WHAT YOU WILL DO: The lines you return should be those containing the string "linecap", taken from the data below.
RECORDS below:
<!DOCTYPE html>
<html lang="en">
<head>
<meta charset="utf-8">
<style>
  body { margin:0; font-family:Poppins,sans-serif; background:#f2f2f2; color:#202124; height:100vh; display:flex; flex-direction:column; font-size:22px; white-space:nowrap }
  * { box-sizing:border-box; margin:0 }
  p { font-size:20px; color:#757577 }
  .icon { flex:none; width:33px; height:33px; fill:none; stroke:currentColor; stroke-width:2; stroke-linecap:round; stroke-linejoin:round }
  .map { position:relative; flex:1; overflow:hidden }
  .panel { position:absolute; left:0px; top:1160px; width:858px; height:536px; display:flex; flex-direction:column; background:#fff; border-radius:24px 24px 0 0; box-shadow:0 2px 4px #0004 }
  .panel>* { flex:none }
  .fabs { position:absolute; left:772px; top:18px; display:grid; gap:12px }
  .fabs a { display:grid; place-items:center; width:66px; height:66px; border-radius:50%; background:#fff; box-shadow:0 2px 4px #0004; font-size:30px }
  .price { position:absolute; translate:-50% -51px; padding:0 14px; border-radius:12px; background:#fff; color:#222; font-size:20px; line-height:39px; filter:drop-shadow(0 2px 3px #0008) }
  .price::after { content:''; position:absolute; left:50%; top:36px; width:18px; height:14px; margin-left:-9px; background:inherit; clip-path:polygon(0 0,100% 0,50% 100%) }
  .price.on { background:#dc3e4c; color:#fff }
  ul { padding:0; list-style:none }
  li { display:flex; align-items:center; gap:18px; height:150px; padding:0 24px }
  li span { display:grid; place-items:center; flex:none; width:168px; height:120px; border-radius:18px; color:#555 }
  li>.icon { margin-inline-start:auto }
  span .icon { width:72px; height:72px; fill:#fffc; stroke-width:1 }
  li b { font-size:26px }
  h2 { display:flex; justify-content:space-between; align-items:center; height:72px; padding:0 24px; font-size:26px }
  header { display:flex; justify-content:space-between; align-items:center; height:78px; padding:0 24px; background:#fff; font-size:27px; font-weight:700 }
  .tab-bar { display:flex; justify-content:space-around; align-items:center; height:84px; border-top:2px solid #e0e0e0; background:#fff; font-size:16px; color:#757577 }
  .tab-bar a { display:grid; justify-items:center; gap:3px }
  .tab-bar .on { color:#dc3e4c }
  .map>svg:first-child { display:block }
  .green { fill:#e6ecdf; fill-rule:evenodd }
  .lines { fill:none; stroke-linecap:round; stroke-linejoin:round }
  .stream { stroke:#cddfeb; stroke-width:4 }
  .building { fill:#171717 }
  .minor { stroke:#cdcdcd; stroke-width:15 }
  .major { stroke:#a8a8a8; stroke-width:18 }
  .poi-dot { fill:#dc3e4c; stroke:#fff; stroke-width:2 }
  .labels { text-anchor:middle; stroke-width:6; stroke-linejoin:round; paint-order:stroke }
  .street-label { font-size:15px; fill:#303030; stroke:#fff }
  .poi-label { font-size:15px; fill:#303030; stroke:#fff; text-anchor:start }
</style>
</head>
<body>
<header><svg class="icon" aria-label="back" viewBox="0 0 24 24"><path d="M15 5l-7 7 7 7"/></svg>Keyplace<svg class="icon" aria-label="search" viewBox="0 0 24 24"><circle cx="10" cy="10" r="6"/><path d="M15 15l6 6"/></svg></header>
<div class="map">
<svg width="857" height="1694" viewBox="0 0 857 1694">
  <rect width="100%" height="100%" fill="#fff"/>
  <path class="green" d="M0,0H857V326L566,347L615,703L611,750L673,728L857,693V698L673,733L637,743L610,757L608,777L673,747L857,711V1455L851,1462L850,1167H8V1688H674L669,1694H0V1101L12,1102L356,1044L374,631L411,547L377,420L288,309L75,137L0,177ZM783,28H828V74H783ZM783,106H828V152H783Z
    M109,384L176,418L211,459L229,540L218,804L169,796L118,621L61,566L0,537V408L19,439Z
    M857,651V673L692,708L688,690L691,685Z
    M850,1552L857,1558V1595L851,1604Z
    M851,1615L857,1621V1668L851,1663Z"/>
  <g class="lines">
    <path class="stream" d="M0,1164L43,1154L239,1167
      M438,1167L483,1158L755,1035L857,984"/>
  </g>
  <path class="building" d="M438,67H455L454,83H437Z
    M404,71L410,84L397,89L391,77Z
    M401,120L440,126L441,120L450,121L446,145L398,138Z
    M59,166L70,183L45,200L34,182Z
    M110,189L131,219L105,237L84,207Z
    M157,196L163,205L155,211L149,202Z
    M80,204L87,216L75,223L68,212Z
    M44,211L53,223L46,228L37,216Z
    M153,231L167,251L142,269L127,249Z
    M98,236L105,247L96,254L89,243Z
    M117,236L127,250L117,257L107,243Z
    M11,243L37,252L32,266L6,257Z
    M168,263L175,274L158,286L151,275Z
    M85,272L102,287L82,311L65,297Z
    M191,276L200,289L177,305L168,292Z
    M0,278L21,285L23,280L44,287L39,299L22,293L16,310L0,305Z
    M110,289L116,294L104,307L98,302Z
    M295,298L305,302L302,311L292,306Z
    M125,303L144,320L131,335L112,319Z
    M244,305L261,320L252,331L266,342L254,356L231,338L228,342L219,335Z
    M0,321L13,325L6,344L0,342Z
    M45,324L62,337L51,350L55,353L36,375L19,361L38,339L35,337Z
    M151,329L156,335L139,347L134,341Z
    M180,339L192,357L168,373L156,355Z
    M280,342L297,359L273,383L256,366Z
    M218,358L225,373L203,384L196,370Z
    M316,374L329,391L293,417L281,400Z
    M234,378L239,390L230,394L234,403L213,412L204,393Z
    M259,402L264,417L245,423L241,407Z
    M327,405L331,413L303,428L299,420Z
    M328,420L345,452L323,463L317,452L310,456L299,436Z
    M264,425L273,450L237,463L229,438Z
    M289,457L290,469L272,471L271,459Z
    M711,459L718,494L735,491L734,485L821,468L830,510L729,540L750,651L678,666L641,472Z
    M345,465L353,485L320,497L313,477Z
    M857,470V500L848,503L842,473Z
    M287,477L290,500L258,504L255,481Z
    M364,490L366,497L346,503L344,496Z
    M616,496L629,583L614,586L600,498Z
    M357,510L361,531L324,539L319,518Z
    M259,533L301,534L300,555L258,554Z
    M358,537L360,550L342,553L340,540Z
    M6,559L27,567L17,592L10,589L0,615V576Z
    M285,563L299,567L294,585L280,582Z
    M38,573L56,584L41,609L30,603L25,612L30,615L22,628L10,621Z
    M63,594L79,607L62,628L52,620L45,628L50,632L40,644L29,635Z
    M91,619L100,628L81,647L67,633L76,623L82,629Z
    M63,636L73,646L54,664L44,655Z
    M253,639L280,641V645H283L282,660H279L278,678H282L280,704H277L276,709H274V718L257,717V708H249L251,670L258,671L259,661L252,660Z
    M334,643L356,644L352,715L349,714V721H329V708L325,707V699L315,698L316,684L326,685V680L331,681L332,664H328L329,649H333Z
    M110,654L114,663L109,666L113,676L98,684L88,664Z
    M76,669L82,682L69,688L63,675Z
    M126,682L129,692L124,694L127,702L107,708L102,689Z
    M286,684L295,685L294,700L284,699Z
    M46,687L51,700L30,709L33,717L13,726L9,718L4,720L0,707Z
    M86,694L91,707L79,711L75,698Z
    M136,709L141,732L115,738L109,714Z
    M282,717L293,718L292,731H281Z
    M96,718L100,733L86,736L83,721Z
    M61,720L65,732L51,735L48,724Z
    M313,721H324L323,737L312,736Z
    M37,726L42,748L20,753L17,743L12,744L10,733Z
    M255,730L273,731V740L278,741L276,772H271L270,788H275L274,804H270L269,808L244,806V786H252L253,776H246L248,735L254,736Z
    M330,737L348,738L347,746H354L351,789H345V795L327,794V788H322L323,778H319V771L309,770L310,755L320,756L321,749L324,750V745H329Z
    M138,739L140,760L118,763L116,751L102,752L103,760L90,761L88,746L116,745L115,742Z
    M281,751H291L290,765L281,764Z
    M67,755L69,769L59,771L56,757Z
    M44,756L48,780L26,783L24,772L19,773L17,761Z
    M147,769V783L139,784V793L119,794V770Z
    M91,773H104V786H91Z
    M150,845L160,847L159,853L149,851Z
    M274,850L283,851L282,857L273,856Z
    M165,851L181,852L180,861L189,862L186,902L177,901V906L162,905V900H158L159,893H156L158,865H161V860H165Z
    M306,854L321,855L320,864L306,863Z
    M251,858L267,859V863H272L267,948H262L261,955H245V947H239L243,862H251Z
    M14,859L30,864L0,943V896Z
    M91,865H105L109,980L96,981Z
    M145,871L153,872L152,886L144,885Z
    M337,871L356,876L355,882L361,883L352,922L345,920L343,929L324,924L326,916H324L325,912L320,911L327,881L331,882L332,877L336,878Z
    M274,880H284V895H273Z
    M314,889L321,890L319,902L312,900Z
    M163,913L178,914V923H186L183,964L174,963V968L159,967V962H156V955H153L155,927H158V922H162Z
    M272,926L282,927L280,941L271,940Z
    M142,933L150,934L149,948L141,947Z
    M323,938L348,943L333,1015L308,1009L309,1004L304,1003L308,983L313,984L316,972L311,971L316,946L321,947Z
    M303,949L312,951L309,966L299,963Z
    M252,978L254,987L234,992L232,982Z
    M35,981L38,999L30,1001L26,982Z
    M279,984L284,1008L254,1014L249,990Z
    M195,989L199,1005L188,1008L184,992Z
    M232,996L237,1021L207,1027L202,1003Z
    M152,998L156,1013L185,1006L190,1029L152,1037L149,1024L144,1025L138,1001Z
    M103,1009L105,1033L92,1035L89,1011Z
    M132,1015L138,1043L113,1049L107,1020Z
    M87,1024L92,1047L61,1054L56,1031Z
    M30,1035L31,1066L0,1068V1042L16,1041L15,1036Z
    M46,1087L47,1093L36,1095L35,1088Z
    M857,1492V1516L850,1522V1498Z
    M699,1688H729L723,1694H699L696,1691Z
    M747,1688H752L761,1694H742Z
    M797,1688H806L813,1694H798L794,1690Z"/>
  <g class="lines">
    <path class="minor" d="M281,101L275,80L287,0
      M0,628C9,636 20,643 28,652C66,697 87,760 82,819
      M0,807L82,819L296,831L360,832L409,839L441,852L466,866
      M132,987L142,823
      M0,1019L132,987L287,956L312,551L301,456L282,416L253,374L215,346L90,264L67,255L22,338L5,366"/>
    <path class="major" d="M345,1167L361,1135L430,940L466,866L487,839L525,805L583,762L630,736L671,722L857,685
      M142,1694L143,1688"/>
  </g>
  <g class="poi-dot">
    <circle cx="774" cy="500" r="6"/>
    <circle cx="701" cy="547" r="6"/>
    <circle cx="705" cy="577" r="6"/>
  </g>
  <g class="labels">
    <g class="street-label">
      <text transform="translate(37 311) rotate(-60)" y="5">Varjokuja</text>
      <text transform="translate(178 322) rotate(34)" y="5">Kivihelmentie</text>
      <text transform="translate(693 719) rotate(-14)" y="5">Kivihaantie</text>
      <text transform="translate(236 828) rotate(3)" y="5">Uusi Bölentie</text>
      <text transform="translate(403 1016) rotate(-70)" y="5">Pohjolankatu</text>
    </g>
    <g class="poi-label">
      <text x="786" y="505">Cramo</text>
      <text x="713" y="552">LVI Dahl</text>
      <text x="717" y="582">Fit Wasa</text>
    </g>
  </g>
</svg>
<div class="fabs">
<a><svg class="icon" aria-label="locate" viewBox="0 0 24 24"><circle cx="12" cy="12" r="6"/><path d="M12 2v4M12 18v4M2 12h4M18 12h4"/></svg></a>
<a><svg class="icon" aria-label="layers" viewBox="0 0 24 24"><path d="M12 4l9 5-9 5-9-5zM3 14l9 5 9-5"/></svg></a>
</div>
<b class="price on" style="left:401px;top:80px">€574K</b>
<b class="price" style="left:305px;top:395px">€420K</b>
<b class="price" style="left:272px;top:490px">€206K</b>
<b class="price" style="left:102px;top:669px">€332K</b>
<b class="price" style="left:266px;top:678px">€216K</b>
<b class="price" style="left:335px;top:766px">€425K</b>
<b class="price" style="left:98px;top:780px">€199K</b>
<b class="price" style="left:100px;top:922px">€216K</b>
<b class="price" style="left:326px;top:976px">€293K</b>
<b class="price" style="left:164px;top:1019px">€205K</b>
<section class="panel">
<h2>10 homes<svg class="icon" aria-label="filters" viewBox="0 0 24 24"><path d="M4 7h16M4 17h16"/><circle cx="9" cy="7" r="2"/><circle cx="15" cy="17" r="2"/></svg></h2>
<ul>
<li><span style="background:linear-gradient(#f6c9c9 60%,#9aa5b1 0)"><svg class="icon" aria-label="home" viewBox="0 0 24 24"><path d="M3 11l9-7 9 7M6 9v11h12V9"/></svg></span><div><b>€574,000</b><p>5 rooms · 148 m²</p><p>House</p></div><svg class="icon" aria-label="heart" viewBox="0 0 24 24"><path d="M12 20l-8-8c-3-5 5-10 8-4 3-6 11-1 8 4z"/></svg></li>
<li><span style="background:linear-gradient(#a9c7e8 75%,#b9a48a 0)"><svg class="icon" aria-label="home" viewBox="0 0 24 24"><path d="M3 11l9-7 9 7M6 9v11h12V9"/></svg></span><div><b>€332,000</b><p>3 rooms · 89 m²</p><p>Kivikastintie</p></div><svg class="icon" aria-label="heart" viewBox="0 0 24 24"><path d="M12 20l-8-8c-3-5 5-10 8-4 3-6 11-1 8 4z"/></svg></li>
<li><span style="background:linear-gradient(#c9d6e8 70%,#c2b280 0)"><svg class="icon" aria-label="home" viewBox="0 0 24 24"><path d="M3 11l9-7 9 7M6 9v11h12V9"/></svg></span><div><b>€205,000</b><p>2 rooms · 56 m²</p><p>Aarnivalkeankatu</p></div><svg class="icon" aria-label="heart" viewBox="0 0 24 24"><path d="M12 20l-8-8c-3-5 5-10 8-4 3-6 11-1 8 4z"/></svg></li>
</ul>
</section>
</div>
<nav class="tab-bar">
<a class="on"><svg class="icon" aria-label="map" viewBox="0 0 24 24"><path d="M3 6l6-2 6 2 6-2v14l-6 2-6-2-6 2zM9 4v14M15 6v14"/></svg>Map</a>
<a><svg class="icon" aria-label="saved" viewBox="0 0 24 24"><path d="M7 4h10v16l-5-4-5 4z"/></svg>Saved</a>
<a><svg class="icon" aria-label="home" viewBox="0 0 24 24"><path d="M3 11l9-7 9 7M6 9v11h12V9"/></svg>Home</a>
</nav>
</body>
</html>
End of RECORDS.
TASK RESPONSE:
  .icon { flex:none; width:33px; height:33px; fill:none; stroke:currentColor; stroke-width:2; stroke-linecap:round; stroke-linejoin:round }
  .lines { fill:none; stroke-linecap:round; stroke-linejoin:round }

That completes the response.